The Prediction Error Correction section tunes the rollback smoothing:

Field	Meaning
ErrorCorrectionRateMin	Minimum percentage of accumulated error corrected per second. Lower values produce a smoother slide.
ErrorCorrectionRateMax	Maximum percentage corrected per second once the error is large.
ErrorPositionBlendStart / ErrorPositionBlendEnd	Position-error magnitudes (meters) over which the rate ramps from Min to Max.
ErrorRotationBlendStart / ErrorRotationBlendEnd	Same ramp for rotation, expressed in radians.
ErrorPositionMinCorrection	Errors smaller than this (meters) are snapped in a single frame instead of being dragged out.
ErrorPositionTeleportDistance	Above this distance (meters), smoothing is abandoned and the view teleports.
ErrorRotationTeleportDistance	Same teleport threshold for rotation, in radians.

As a rule of thumb, larger blend ranges and lower rates are smoother but laggier, while smaller ranges and higher rates are snappier but make corrections more visible. Scale the distances to the game's units and entity speeds.

Snapshot interpolation

Smooth and accurate, but always renders a few ticks in the past. It is the best choice for purely remote entities, or any view where being slightly late is preferable to ever being wrong.

The view plays back from a buffer of verified server frames, lerping between two past frames. Because it never shows a prediction, there are no rollback corrections to hide. EnableSnapshotInterpolation must be set in the view's ViewFlags; otherwise the mode falls back to Prediction mode and logs a warning.

This mode has no per-view tuning. The timing fields live on the QuantumEntityViewUpdater component, under Snapshot Interpolation:

Field	Meaning
SnapshotReferenceLatencyTicks	How many ticks behind the verified frame the playback head sits (default ~4). Lower values are more responsive but more sensitive to jitter; higher values are smoother under poor network conditions.
TimeDilationPercentage	How much the playback clock may speed up or slow down (percent per tick) to keep itself inside the buffer window.
ElasticWindowTicks	Tolerance around the target latency before the clock starts dilating.

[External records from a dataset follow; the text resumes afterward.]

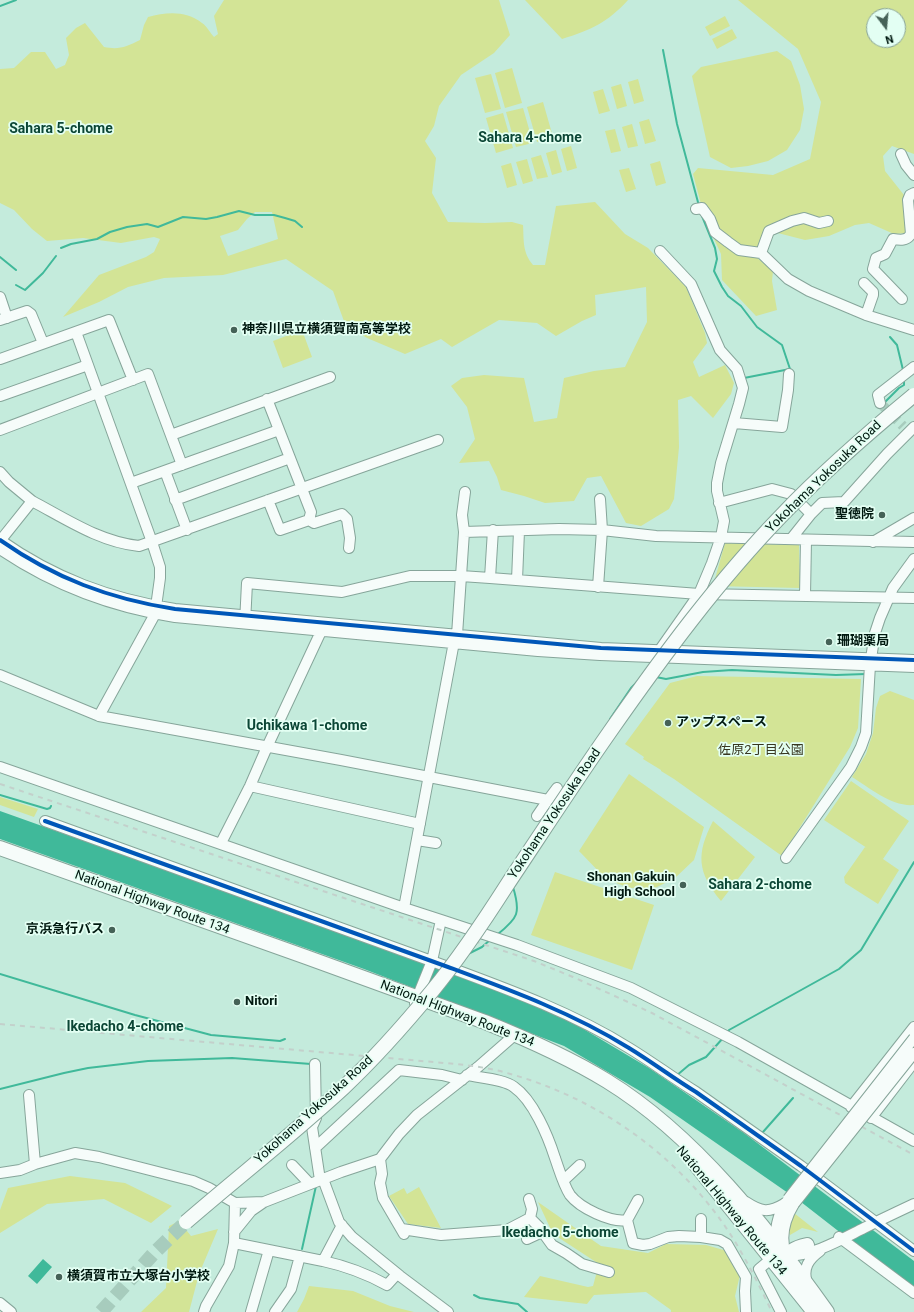 <!DOCTYPE html>
<html>
<head>
<meta charset="utf-8">
<style>
  body { margin:0 }
  #map { position:relative; width:914px; height:1312px; overflow:hidden; background:#c4ebdc; font-family:Roboto,sans-serif }
  canvas { display:block }
  .north { position:absolute; left:866px; top:8px; width:40px; height:40px; box-sizing:border-box; background:#e3fff3; border:1px solid #88a398; border-radius:50%; rotate:164deg; font-size:11px; font-weight:700; line-height:16px; text-align:center; color:#001910 }
  .north::after { content:''; display:block; margin:auto; width:14px; height:18px; background:#456257; clip-path:polygon(50% 0,100% 100%,50% 72%,0 100%) }
</style>
</head>
<body>
<div id="map">
<canvas width="914" height="1312"></canvas>
<div class="north">N</div>
</div>
<script>
const ctx = document.querySelector('canvas').getContext('2d');
ctx.lineJoin = 'round';
function fill(path, color) {
  ctx.fillStyle = color;
  ctx.fill(path, 'evenodd');
}
function stroke(path, color, width, dash) {
  ctx.strokeStyle = color;
  ctx.lineWidth = width;
  ctx.lineCap = dash ? 'butt' : 'round';
  ctx.setLineDash(dash || []);
  ctx.stroke(path);
}
function write(font, color, halo, rows, align = 'center') {
  ctx.font = font + ' Roboto,"Noto Sans JP",sans-serif';
  ctx.lineWidth = 3.5;
  ctx.setLineDash([]);
  ctx.textBaseline = 'middle';
  ctx.strokeStyle = halo;
  ctx.fillStyle = color;
  for (const [text, x, y, turn = 0] of rows) {
    ctx.save();
    ctx.translate(x, y);
    ctx.rotate((+turn || 0) * Math.PI / 180);
    ctx.textAlign = isNaN(turn) ? turn : align;
    if (halo) ctx.strokeText(text, 0, 0);
    ctx.fillText(text, 0, 0);
    ctx.restore();
  }
}
fill(new Path2D(`
  M224,0H499L510,35L494,53L461,75L439,106L434,126L425,141L436,158L432,193L448,222L485,223L512,222L523,225C524,240 522,252 533,265H545L556,206L595,202L625,234L648,248L686,287L705,333L707,343L693,362L699,377L725,365L734,383L731,394L713,418L691,396L678,400L679,447L674,499L669,509L641,526L626,523L601,476L587,478L574,501L545,503L524,496L501,490L497,477L489,461L459,463L475,439L467,407L451,386L462,378L484,375L524,378L534,422L557,418L564,378L594,371L625,367L647,322L646,287L595,295L596,315L582,321L556,336L537,323L499,320L452,347L441,339L405,354L367,338L345,324L333,291L286,259L223,275L164,278L128,287L99,302L63,317L99,275L146,257L154,252L160,239L154,237L121,243L83,238L47,241L32,229L14,210L0,203V69L14,68L31,52H45L56,69L65,65L69,55L66,38L76,28L85,23L104,47C119,50 126,47 140,40L144,25L148,17C166,12 186,10 202,23C207,26 210,33 214,37L218,34L214,16ZM255,212H272L278,239L228,256L220,236L238,230L247,219Z
  M525,0H628C607,23 591,30 562,39Z
  M738,0H914V154L892,146L883,156L885,171L904,195L908,233L894,234L869,223L855,225L829,236L805,240L774,232L756,257L773,271L772,281L777,310L756,316L722,280L721,254L705,219L693,174L698,168L773,175L810,159L821,102L798,49ZM874,16H898V40H874Z
  M725,16L730,26L710,36L705,27Z
  M732,29L737,38L717,49L712,39Z
  M777,51L791,61L800,85L804,109L800,130L787,150L768,161L748,166L731,168L710,157L692,76L701,67Z
  M512,68L522,103L505,108L495,73Z
  M491,74L501,109L485,113L475,78Z
  M638,79L644,101L634,104L628,82Z
  M621,84L627,106L617,109L611,87Z
  M603,89L610,111L599,114L593,92Z
  M543,102L553,137L537,142L527,107Z
  M523,108L533,143L516,147L506,112Z
  M503,113L513,148L496,153L486,118Z
  M649,119L656,141L645,144L639,122Z
  M632,124L638,146L628,148L622,127Z
  M615,129L621,151L611,153L605,131Z
  M571,146L577,168L567,171L561,149Z
  M556,150L562,172L552,175L546,153Z
  M541,155L548,177L537,179L531,158Z
  M527,159L533,181L523,184L516,162Z
  M660,161L666,183L656,186L650,164Z
  M511,163L517,185L507,188L501,166Z
  M629,168L636,189L626,192L619,170Z
  M302,330L312,357L283,368L273,341Z
  M725,543L799,545L800,588L713,586Z
  M697,676L861,679L858,728L850,747L782,856L674,779L661,771V770L643,759L644,757L625,744L670,683Z
  M890,691L914,700V805C892,807 870,788 852,777L866,754L873,733L876,708L880,696Z
  M629,774L704,827L694,860L675,878L655,888H629L606,879L579,851Z
  M851,781L909,821L883,859L899,870L878,904L845,883L844,877L865,847L867,848L824,820Z
  M0,797L38,809L34,817L0,805Z
  M713,821L755,857L721,901C697,872 696,854 713,821Z
  M555,872L654,905L632,970L531,935Z
  M70,1176L125,1183L172,1206L151,1223L104,1199L47,1204L0,1233V1210L8,1188Z
  M419,1187L441,1228L408,1224L389,1196L404,1188L407,1194Z
  M538,1202L601,1246L648,1253L666,1244L706,1245L727,1251L740,1275L735,1296L739,1312H671V1310L646,1292L594,1295L587,1304L524,1297L540,1276L588,1287L593,1286L599,1264L553,1234Z
  M794,1213L818,1232L802,1228L790,1235L788,1229Z
  M179,1221L191,1236L218,1229L199,1274L189,1312H141L166,1288L169,1226Z
  M309,1286L353,1291L390,1306L414,1312H297L304,1299Z`), '#d3e496');
fill(new Path2D(`
  M0,811L247,899L555,1012L649,1068L744,1133L914,1261V1290L801,1202L729,1152L650,1097L564,1046L364,969L0,839Z
  M43,1259L52,1267L37,1284L28,1276Z`), '#40b99a');
stroke(new Path2D(`
  M0,6L16,0
  M663,50L677,124L699,206
  M702,216L715,248L717,259L714,271L722,287L728,296L741,306L757,327L782,345L790,369L744,378
  M61,248L71,244L97,239L110,232L127,227L147,224L158,227L183,217L206,219L217,217L239,211L255,215H274L285,218L295,221L302,227
  M0,257L16,270
  M16,285L25,290L43,273L56,256
  M890,337L897,345L903,370
  M884,411L883,404L899,388L904,385V379
  M656,677L666,679L703,672L732,670L836,675L866,674
  M610,719L631,688L638,681
  M0,795L47,809L50,808L51,806
  M498,934C518,918 521,913 513,887
  M468,954L482,947L491,939
  M0,974L135,1015L196,1031L211,1035L280,1041L285,1039
  M727,1033L729,1030L839,969L861,950L914,862
  M676,1076L689,1065L706,1057L723,1038
  M0,1089L64,1073L88,1068L148,1061L232,1058L311,1064
  M763,1132L793,1098
  M302,1249L316,1186
  M474,1295L480,1298L518,1304L527,1312`), '#40b99a', 2);
stroke(new Path2D(`
  M880,403L903,426`), '#a7ccbd', 10, [10, 5]);
stroke(new Path2D(`
  M101,1312L154,1253L186,1222`), '#a7ccbd', 14, [14, 7]);
const minor = new Path2D(`
  M901,154L906,165L914,175
  M696,209L702,208L710,219L715,232L728,242L739,250L761,253L769,231L792,221L804,218L819,223L828,221
  M761,253L788,279L809,291L866,315L914,330
  M864,283L873,292V295L866,315
  M0,297L7,318
  M902,299L873,269L876,258L885,254L893,239C900,240 907,241 911,234L908,200L910,195L914,193
  M0,320L27,311L31,314L43,343
  M76,332L152,542L160,567V578L155,614L99,716
  M0,359L109,320L133,380
  M0,396L88,365
  M267,399L311,512L309,520L280,530L268,500
  M880,403L878,395L914,367
  M734,423L782,427L788,390L789,374
  M0,430L148,374L182,465
  M171,435L330,377
  M165,471L187,530
  M0,472L9,482L32,501L0,541
  M131,483L279,430
  M175,500L290,458
  M32,501C66,519 100,542 139,546L438,440
  M719,503L772,489L791,494L811,514
  M309,520L314,523L342,514L347,519L350,538L349,548
  M464,532L559,529L602,530L656,536L914,542
  M791,539L811,514L822,503L844,502L887,454L914,427
  M0,540C54,578 110,599 175,609L601,648L914,660
  M873,542L914,518
  M0,549C53,585 111,607 175,617L538,651L600,655L914,667
  M490,578L493,530
  M517,580L519,531
  M598,587L602,530L600,499
  M805,596L806,540
  M245,623L247,583L342,592L410,576H461L490,578L699,594L914,598
  M659,656V651L699,594L712,563L721,537L724,521L717,491V483L721,463L739,404L743,388L737,369L720,350L691,284L660,251
  M0,675L99,716L341,760L548,800L537,816
  M0,767L404,908
  M250,786L420,824
  M548,800L557,788
  M45,821L448,967C510,990 573,1013 629,1048C652,1062 673,1078 696,1092L801,1166L914,1251
  M417,840L436,843
  M221,843L250,786L267,747L324,625
  M786,858L851,767L861,747L866,733L870,665L875,633L880,618L893,588L914,559
  M441,920L517,945L631,988L738,1042L914,1141
  M415,1003L432,961L441,920L404,908L454,642L457,635L464,532L462,515L465,492
  M315,1064L316,1118L312,1127L320,1180
  M467,1075C480,1078 504,1079 514,1087C533,1100 548,1136 555,1158C559,1169 563,1184 570,1195C580,1208 611,1223 627,1220
  M29,1095L35,1164
  M851,1107L914,1027
  M871,1118L914,1062
  M315,1148L399,1070L442,1075L462,1080
  M380,1159L382,1174L380,1183L383,1198L404,1234
  M292,1165L310,1184
  M0,1173L20,1170L35,1164L75,1153L99,1157L193,1181L209,1188L235,1203L234,1243L229,1266L206,1306L204,1312
  M323,1179L339,1222L352,1237L400,1276L448,1312
  M564,1180L580,1165
  M638,1200L627,1220L633,1243L643,1245L650,1244L668,1237L679,1236L701,1237L720,1240L727,1244L746,1277L745,1291L746,1312
  M746,1202C761,1212 769,1213 784,1204
  M235,1203L264,1202
  M530,1218L539,1227L552,1245L566,1253L582,1264L609,1272
  M402,1229L441,1235L507,1230L530,1218L532,1209L529,1199
  M234,1232L251,1211L264,1202L341,1172L380,1159L399,1134L417,1115L478,1067L510,1039L513,1033
  M701,1237V1219
  M839,1237L914,1293
  M527,1239L542,1232
  M234,1243L323,1261L342,1225
  M776,1245C774,1231 778,1215 785,1203
  M786,1254C780,1237 785,1219 794,1204
  M786,1256C813,1256 840,1240 864,1228C880,1220 897,1212 914,1204
  M771,1259L759,1269L781,1312
  M323,1261C346,1266 367,1274 387,1285L397,1274
  M807,1283C802,1268 809,1259 820,1251
  M0,1303L11,1312
  M251,1312L269,1250
  M275,1312L291,1289L300,1256`);
const highway = new Path2D(`
  M0,848L306,957L485,1022C527,1039 568,1057 607,1081C695,1135 768,1229 827,1312
  M696,1165L814,1312
  M787,1264C784,1252 797,1247 807,1245`);
stroke(minor, '#86a59a', 12);
stroke(highway, '#86a59a', 16);
stroke(minor, '#f6fcfa', 10);
stroke(highway, '#f6fcfa', 14);
stroke(new Path2D(`
  M0,784L534,961L573,977L652,1013L914,1155
  M0,1024L456,1064C473,1066 490,1068 507,1073C599,1098 683,1158 734,1240C748,1263 760,1287 772,1312`), '#c3d0cb', 2, [5, 5]);
const minorBridge = new Path2D(`
  M788,1199L914,1038
  M794,1204L914,1053`);
const highwayBridge = new Path2D(`
  M186,1222C238,1177 292,1135 343,1088C375,1058 405,1024 433,990C460,957 484,921 507,885C541,834 574,783 609,733C662,657 718,581 782,515C823,472 868,433 914,395`);
stroke(minorBridge, '#86a59a', 12, []);
stroke(highwayBridge, '#86a59a', 16, []);
stroke(minorBridge, '#f6fcfa', 10);
stroke(highwayBridge, '#f6fcfa', 14);
stroke(new Path2D(`
  M0,540C54,578 110,599 175,609L601,648L914,660
  M45,821L448,967C510,990 573,1013 629,1048C652,1062 673,1078 696,1092L801,1166L914,1251`), '#0057b8', 4);
for (const [x, y, r, color] of [
  [234,330,4,"#456257"],
  [882,515,4,"#456257"],
  [829,642,4,"#456257"],
  [668,723,4,"#456257"],
  [683,885,4,"#456257"],
  [112,930,4,"#456257"],
  [237,1002,4,"#456257"],
  [59,1277,4,"#456257"]
]) {
  const dot = new Path2D();
  dot.arc(x, y, r, 0, 2 * Math.PI);
  ctx.fillStyle = color;
  ctx.fill(dot);
  stroke(dot, '#e3fff3', 1.5);
}
write('bold 13px', '#001910', '#e3fff3', [
  ["神奈川県立横須賀南高等学校",242,330],
  ["聖徳院",874,515,"right"],
  ["珊瑚薬局",837,642],
  ["アップスペース",676,723],
  ["Shonan Gakuin",675,878,"right"],
  ["High School",675,893,"right"],
  ["京浜急行バス",104,930,"right"],
  ["Nitori",245,1002],
  ["横須賀市立大塚台小学校",67,1277]
], 'left');
write('13px', '#001910', '#e3fff3', [
  ["Yokohama Yokosuka Road",824,477,-44],
  ["Yokohama Yokosuka Road",555,814,-56],
  ["National Highway Route 134",152,903,20],
  ["National Highway Route 134",457,1014,21],
  ["Yokohama Yokosuka Road",314,1110,-42],
  ["National Highway Route 134",731,1211,50]
]);
write('13px', '#373720', '#e3fff3', [
  ["佐原2丁目公園",761,751]
]);
write('bold 14px', '#0b4635', '#e3fff3', [
  ["Sahara 5-chome",61,129],
  ["Sahara 4-chome",530,138],
  ["Uchikawa 1-chome",307,726],
  ["Sahara 2-chome",760,885],
  ["Ikedacho 4-chome",125,1027],
  ["Ikedacho 5-chome",560,1233]
]);
</script>
</body>
</html>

The Auto option uses Snapshot interpolation only while an entity is prediction-culled and Prediction mode otherwise. It requires the same EnableSnapshotInterpolation flag.

Exponential decay

Introduced in Quantum SDK 3.1.

A lightweight, frame-rate-independent smoothing that exponentially eases the GameObject's Unity transform toward its target position and rotation each frame, rather than interpolating between fixed simulation snapshots. This makes it very cheap and visually smooth.

Each frame, the current Unity transform is lerped a fraction of the way toward the latest simulation transform. There is no prediction history and no error buffer, so when the simulation jumps the view eases in, and external writes to the transform (animation, tweens) blend naturally instead of being overwritten.

Though Quantum has a stable and fast update rate which improves the quality of this interpolation mode, abrupt movement changes (e.g. jumping and landing) could look rubber-band-ish and would require applying heuristics to it.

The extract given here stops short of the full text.